It's a big box, and I put plenty of plants IN the box also. I found the smaller ones with no plants tend to panic Ma. I never seen my males eat fry, but they don't go in a breeder box. (Females are a different story). I think the males don't want to eat a potential partner 
Shortage of fry is no problem here, but the male to female ratio is. 20 females to every male. I tried all different methods-from temperature, lone broods, etc, still seems the girls rule.
-Stef*


----------



## Soothing Shrimp (Nov 9, 2011)

Art by Stef* said:


> We cut "windows" in the plastic breeder box under the grated/slat area. The fry fall a level, then swim out the "windows" directly into the 10 gallon. Otherwise, they pop up and down through the slats of the grate like popcorn. And Ma might eat them like popcorn. Very simple. Then just remove Ma when she is done, and all the fry are safe and secure in the tank.
> Stef*



VERY good idea!!! :thumbsup:


----------



## DarkCobra (Jun 22, 2004)

Stef mentioned a breeder box I modified for her. She asked me to post full details.

Everyone is surely familiar with these:










The problems are:

1) The expectant mama sees the larger tank area, and naturally tries to get to it; which causes stress.
2) The fry are trapped in the small area underneath the grate, and are liable to pop back up and get eaten if you don't remove mama right away. Or if she's taking her sweet time finishing up! Which isn't optimal if the tank the breeder is in is actually fry safe to begin with, often the case with us.

So I modified the box:










To address problem #1, I frosted the back of the box with some fine sandpaper. Light can still pass through, but the fish can no longer clearly see its surroundings outside of the box; so the fish doesn't perceive itself as trapped away from other fish, and no longer wastes energy trying to escape. A few floating plants also help relax it.

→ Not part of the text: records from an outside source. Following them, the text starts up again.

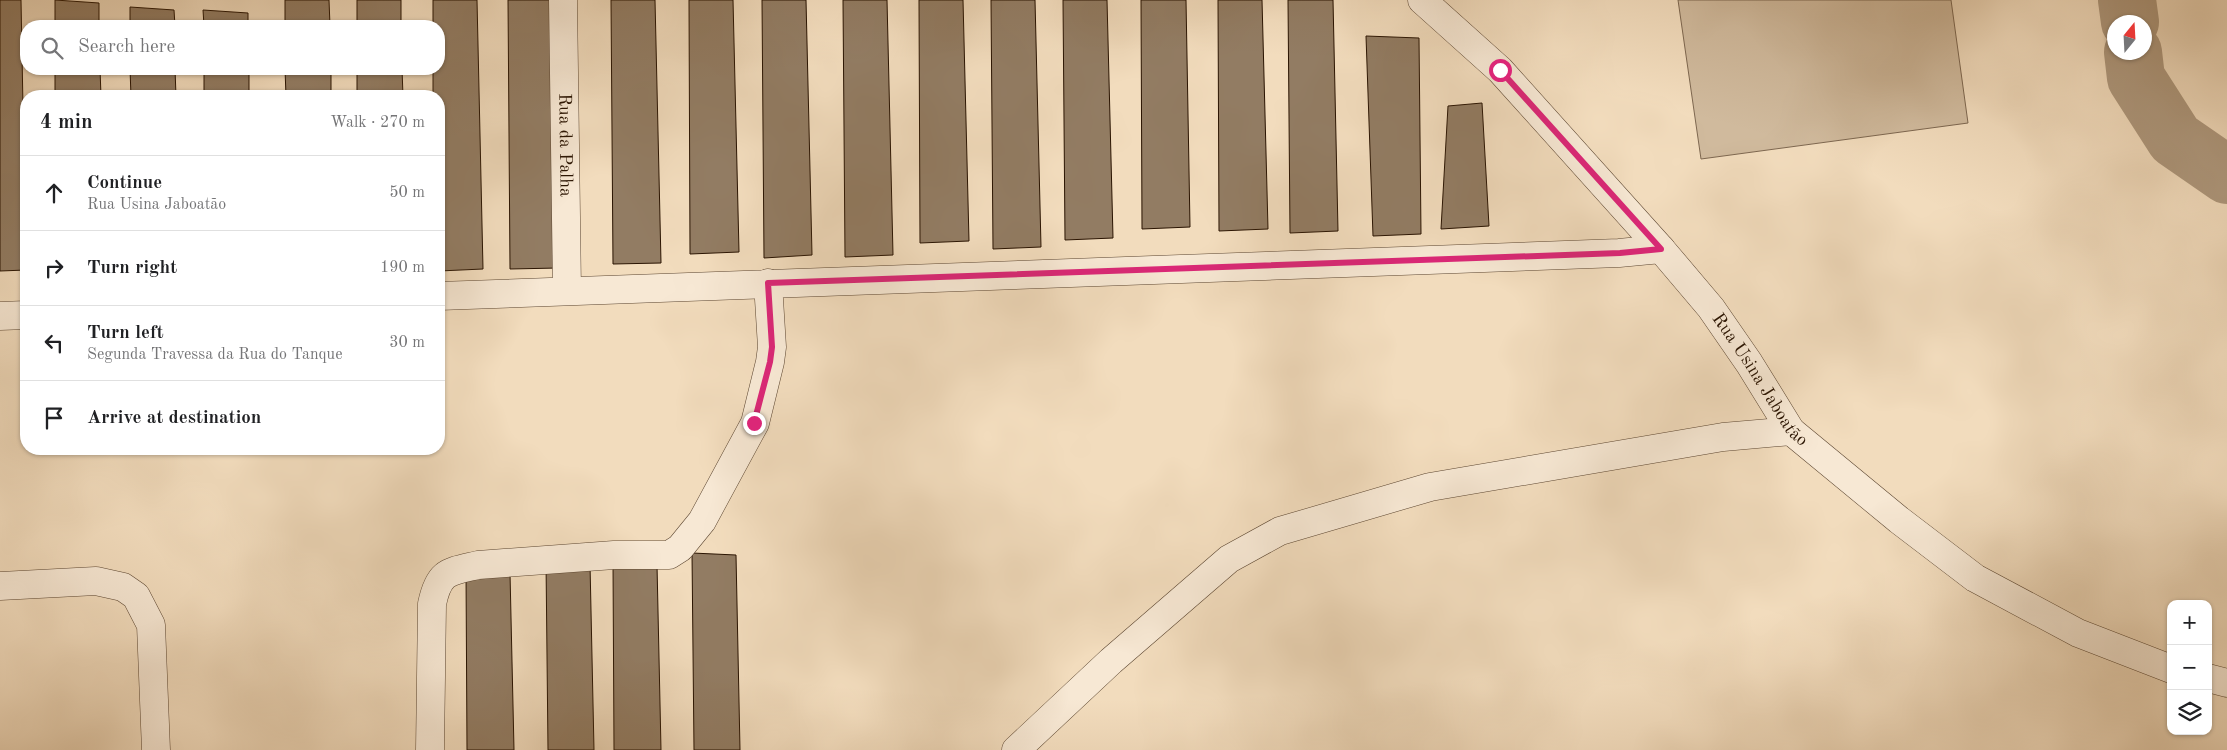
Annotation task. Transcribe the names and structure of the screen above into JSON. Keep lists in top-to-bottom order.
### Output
{
  "streets": {
    "street": ["Rua da Palha", "Rua Usina Jaboatão"]
  },
  "north": "top",
  "page": {
    "search": "Search here",
    "heading": ["4 min", "Walk · 270 m"],
    "list": [
      ["Continue", "Rua Usina Jaboatão", "50 m"],
      ["Turn right", "190 m"],
      ["Turn left", "Segunda Travessa da Rua do Tanque", "30 m"],
      "Arrive at destination"
    ],
    "map_buttons": ["+", "−"]
  }
}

To address problem #2, I cut two windows to allow the fry to escape from the protected area to the tank at large. (Ignore the window in the front, I cut it accidentally - the cuts should only be on the frosted side). The plastic is brittle and can be cracked easily. I started each window by making a starter hole using a soldering iron (a woodburner or other heated tool would work), just large enough for me to get a hacksaw blade in to create the final shape. Cut gently, and afterwards smooth any rough edges with sandpaper.

Finally, it's secured to the front glass with a couple of epoxy-coated supermagnets I got from some toy. The windows/frosted section face away from the front glass.

The windows also allow the uneaten food and mulm that accumulates while you're waiting for mama to give birth to be washed out very easily.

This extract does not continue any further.